Phase 1 - Early Transition Phase: Beginning at age 10 and continuing through 13 years old is the Early Transition Phase. The Project Counselor, Benefits Specialist and the family liaison will work primarily with parents, adjusting them to the concept that government aid, in terms of SSI, Medicaid, and other supports, prepare the disabled child for eventual employment. A student-directed futures plan is developed for each participant that facilitates a vision of a working life. Phase 1 students work to create an individualized “life book.” This contains pictures and narrative summarizing the conditions and supports the student needs to be at “their best,” interests, capacities, and contributions or gifts the student offers at home, in school, and on the job. A Vocational Plan is developed to enhance interests, contributions, and support clarification by identifying clubs, classes, and chores for the student. This phase also involves the beginning of exposure to employment through group job shadowing and job site visits.

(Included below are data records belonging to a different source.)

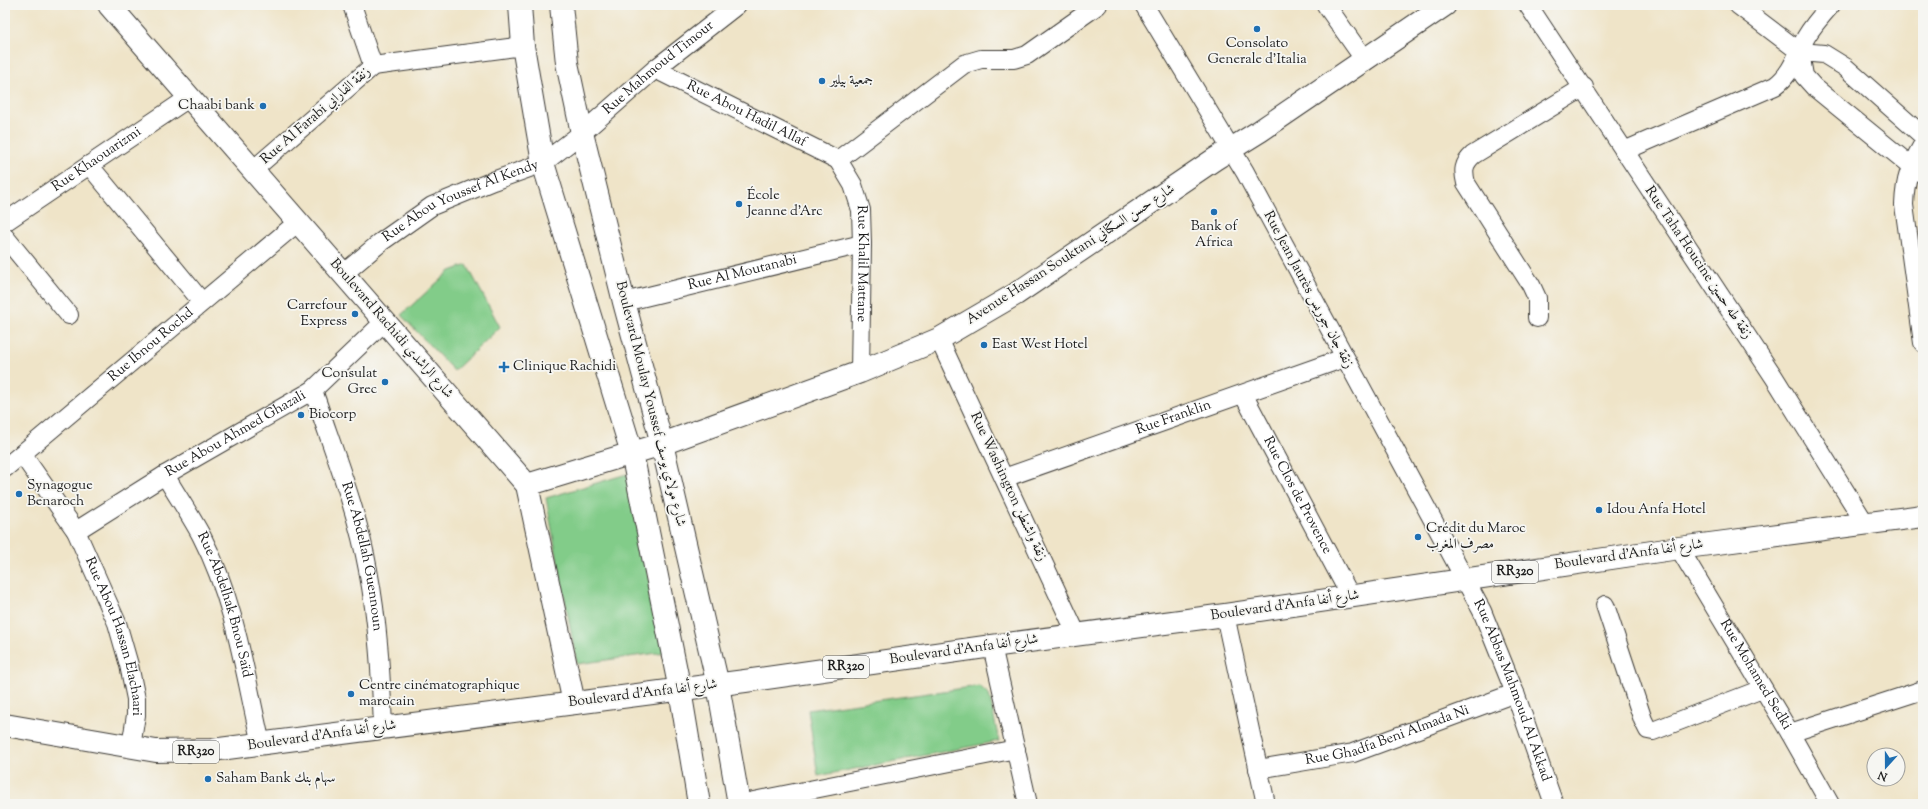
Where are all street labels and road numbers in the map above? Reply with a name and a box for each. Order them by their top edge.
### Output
street label: Rue Mahmoud Timour [599,16,719,120]
street label: Rue Al Farabi زنقة الفارابي [257,62,375,170]
street label: Rue Abou Hadil Allaf [683,76,811,153]
street label: Rue Khaouarizmi [48,122,146,197]
street label: Rue Abou Youssef Al Kendy [379,155,541,248]
street label: Avenue Hassan Souktani شارع حسن السكتاني [963,180,1179,330]
street label: Rue Taha Houcine زنقة طه حسين [1639,183,1757,343]
street label: Rue Khalil Mattane [851,205,872,322]
street label: Rue Jean Jaurès زنقة جان جوريس [1258,208,1358,372]
street label: Rue Al Moutanabi [686,250,799,296]
street label: Boulevard Rachidi شارع الراشدي [325,255,457,403]
street label: Boulevard Moulay Youssef شارع مولاي يوسف [610,279,690,529]
street label: Rue Ibnou Rochd [104,303,198,387]
street label: Rue Abou Ahmed Ghazali [162,386,310,483]
street label: Rue Franklin [1133,396,1214,441]
street label: Rue Washington زنقة واشنطن [965,409,1051,565]
street label: Rue Clos de Provence [1258,433,1336,558]
street label: Rue Abdellah Guennoun [335,479,387,632]
street label: Rue Abdelhak Bnou Saïd [191,529,256,680]
street label: Boulevard d'Anfa شارع أنفا [1553,533,1705,575]
street label: Rue Abou Hassan Elachaari [79,554,146,716]
road number: RR320 [1492,561,1538,583]
street label: Boulevard d'Anfa شارع أنفا [1209,584,1361,626]
street label: Rue Abbas Mahmoud Al Akkad [1468,596,1555,784]
street label: Rue Mohamed Sedki [1714,616,1796,734]
street label: Boulevard d'Anfa شارع أنفا [888,628,1040,670]
road number: RR320 [823,656,869,678]
street label: Boulevard d'Anfa شارع أنفا [567,673,719,713]
street label: Rue Ghadfa Beni Almada Ni [1304,701,1472,771]
street label: Boulevard d'Anfa شارع أنفا [246,714,398,756]
road number: RR320 [173,741,219,763]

Phase 2 - Full Transition Phase: From age 14 to 18, the Full Transition Phase is implemented. The Project Counselor will work with teachers, the Benefits Specialist, job developers and job supporters through the Project School Transition Specialist in each school to provide individualized experiences in settings characteristic of occupations within the region and of the student’s interest. These will range from work experiences in the student’s early teen years to paid, part-time employment or entrepreneurial activities when they become legally able to work. Outcomes will be coordinated with the provisions in each student’s IEP/ITP and the local one-stop. The individualized discovery process continues in Phase 2 with increasing emphasis on getting to know students in relation to community based employment and developing a vocational profile for use in job development activity.

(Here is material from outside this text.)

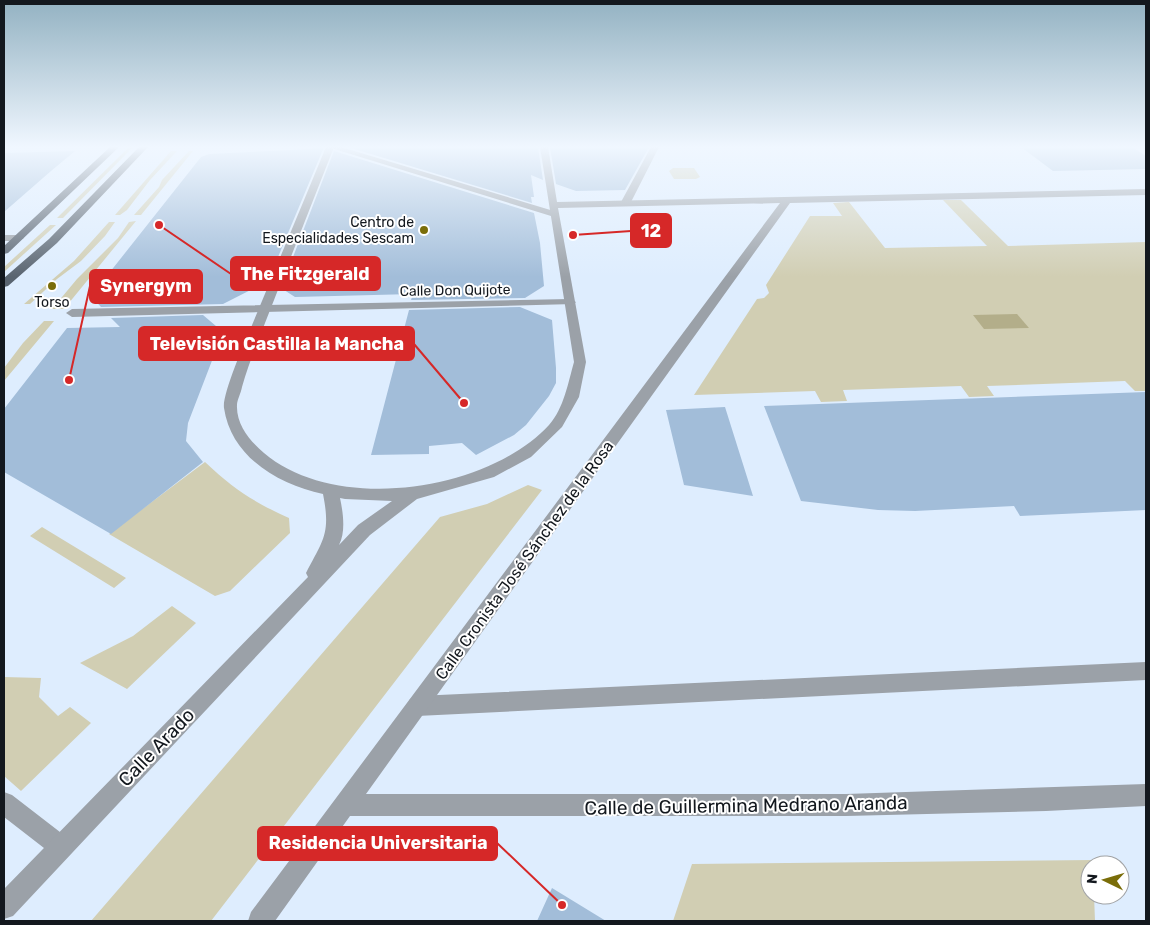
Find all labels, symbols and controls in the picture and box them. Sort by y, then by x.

Phase 3 - Employment Transition Phase: From age 18 to 21 the Employment Transition Phase occurs, as students begin to spend less and less time in the education setting and participate in work training specific to their chosen employment outcome, the optimal goal being customized employment. The Project’s School Transition Specialist, Project Counselor and the Benefits Specialist work with individuals and their families during this phase of service. Services in this phase may involve waivers of Social Security benefit re-determination at age 18 or retention of Medicaid support when employed in settings that do not provide required medical assistance. Needed waivers would extend for the length of time an individual is participating in the MYTI Project.

Phase 4 - Post Transition Phase: A Post Transition Phase will be offered to those project participants who either graduate or otherwise exit the public educational system. This group will be connected by the project’s Project Counselor to adult services through MDRS, Mississippi Mental Health or Mental Retardation Services, through the one-stop system, or other adult providers as appropriate.